Prof. Ahmet Yılmaz ve Dr. Togan Karataş’ın Türkiye Ekonomisinde Ücret ve Maaşlar (1970–2021) başlıklı çalışmaları meselenin yalnızca bugünkü ekonomik krizden ibaret olmadığını da gösteriyor. Çalışmaya göre “Türkiye’de yakın dönemde büyüme süreci bölüşümde adaletin sağlanmasına hizmet etmemiştir. Nitekim 1975 sonrasında kişi başına düşen gelirin yüzdesi olarak hem ortalama memur maaşı hem de brüt asgari ücret sürekli gerilemiştir. 1975 yılında ortalama memur maaşı kişi başına düşen gelirin 2.2 katı, brüt asgari ücret ise yüzde 88’i iken, 2020 yılına gelindiğinde aynı oranlar sırasıyla yüzde 86 ve yüzde 58’e düşmüştür.”

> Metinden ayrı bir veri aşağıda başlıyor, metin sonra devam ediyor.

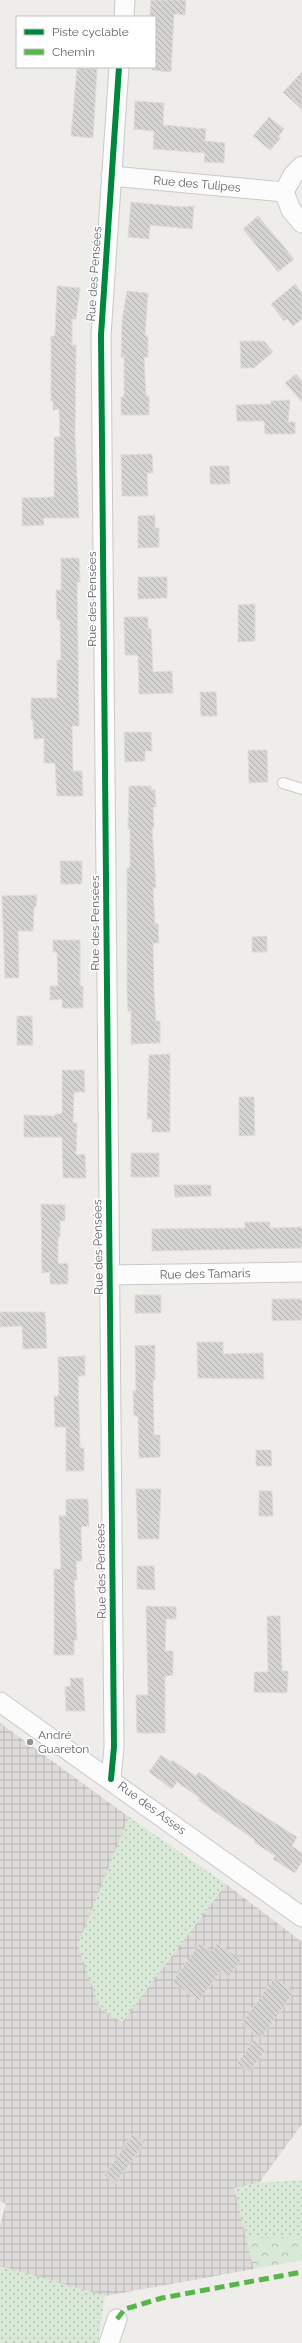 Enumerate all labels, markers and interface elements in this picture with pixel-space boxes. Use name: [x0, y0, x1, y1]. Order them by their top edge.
legend: [16, 16, 156, 68]
text: Piste cyclable: [52, 25, 129, 39]
text: Chemin: [52, 45, 95, 59]
street label: Rue des Tulipes: [153, 173, 241, 195]
street label: Rue des Pensées: [84, 226, 104, 322]
street label: Rue des Pensées: [85, 551, 99, 647]
street label: Rue des Pensées: [88, 875, 102, 971]
street label: Rue des Pensées: [90, 1199, 106, 1295]
street label: Rue des Tamaris: [159, 1266, 251, 1282]
street label: Rue des Pensées: [93, 1523, 109, 1619]
place label: André Guareton: [38, 1728, 89, 1756]
marker: André Guareton: [25, 1737, 35, 1747]
street label: Rue des Asses: [115, 1779, 189, 1837] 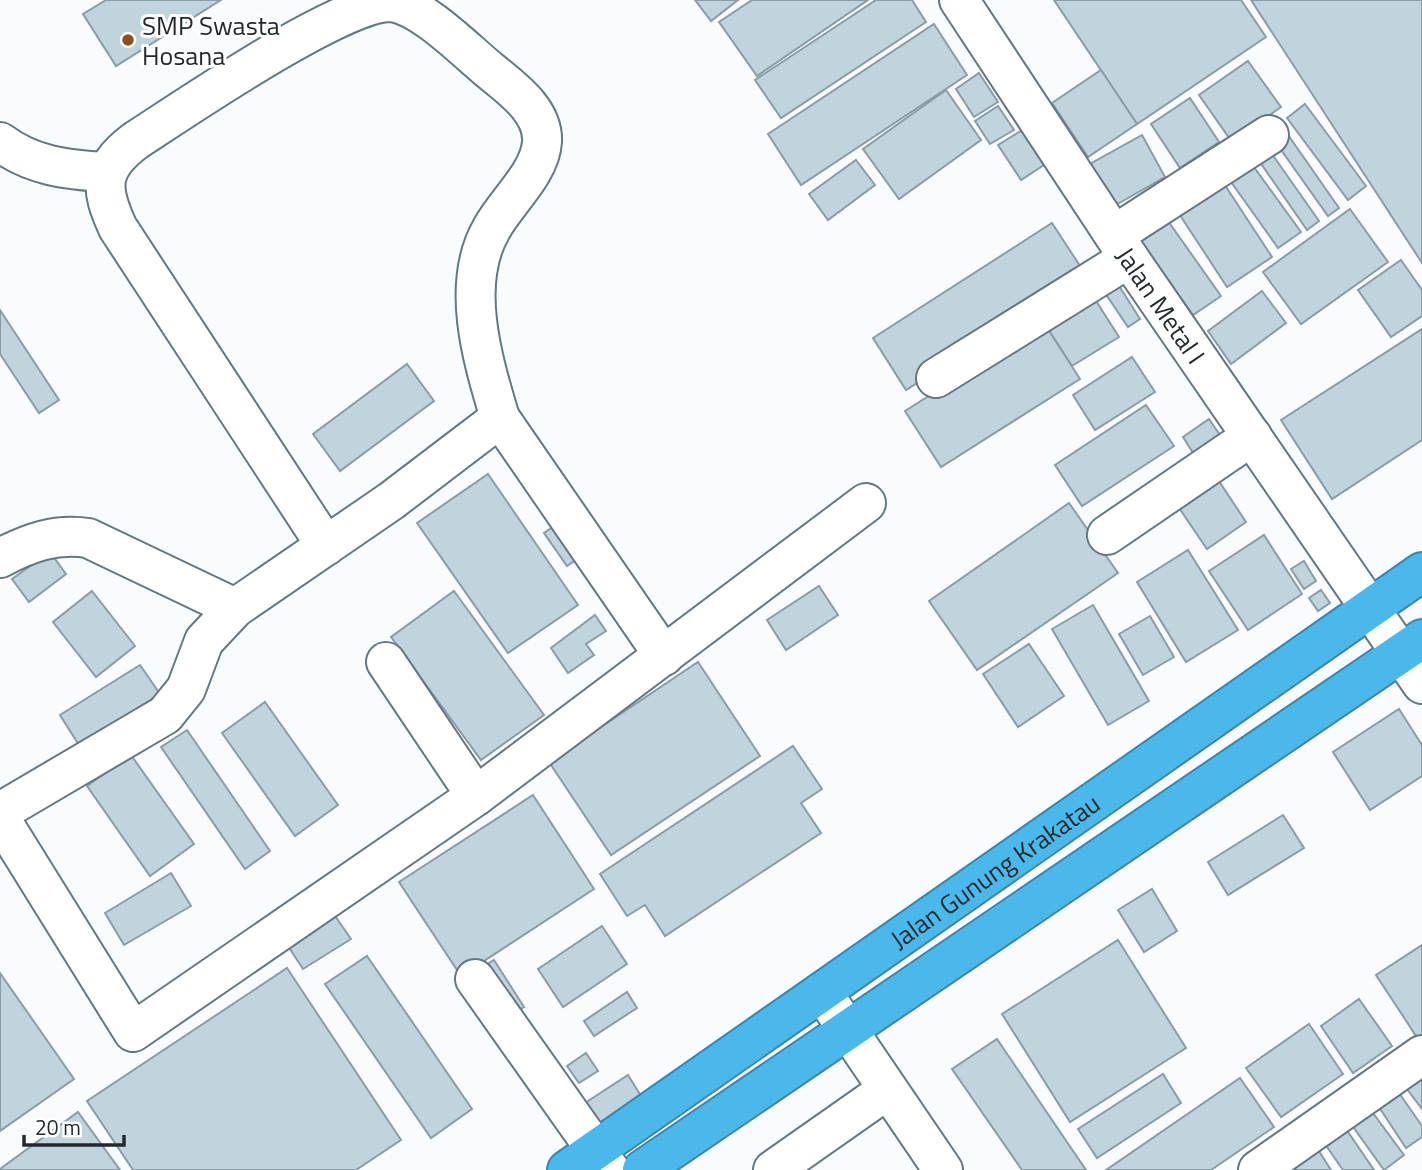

Hatırlayalım, 1975 yılından bu yana Türkiye’de hiçbir sol veya sosyal demokrat olduğunu iddia eden parti iktidar olmadığı gibi her yıl giderek daha da sağcı, daha da milliyetçi daha da dincileşen iktidarlarla yönetildik. 1975’ten bu yana dünyada, Türkiye’de teknolojik sıçramadan kentleşmeye sanayi toplumu ötesine geçecek değişimler yaşandı ama bu değişimleri hep toplumu, toplumsal bekayı değil devletin bekasını tek gaye edinmiş iktidarlarla yaşadık.

İktidarların önceliği

Bu iktidarların önceliği hep düzenin devamı oldu, hukuk ve yasalar değil. Bugün de internet ya da sosyal medya yasaklarından grevleri, protestoları şiddetle bastırma politikalarına, sokak röportajındaki söylemlerinden dolayı tutuklamalardan siyaset destekli sokak çetelerine kadar tüm politika, uygulama ve kararları yapanların, yürütenlerin derdi hukuka, yasalara uymak, toplumsal ihtiyaç ve talepleri çözmek değil düzeni sürdürmek.

Daha da vahimi bugün sistem krizinden öte toplumsal fay hatlarının daha da derinleştiği bir dönem yaşıyoruz. Fay hatlarını derinleştiren yalnızca kimliklere ve kutuplaşmalara sıkışan bireyler, toplumsal kümeler de değil, bizatihi seçilmişleri ve atanmışlarıyla iktidarlar ve devlet aygıtı.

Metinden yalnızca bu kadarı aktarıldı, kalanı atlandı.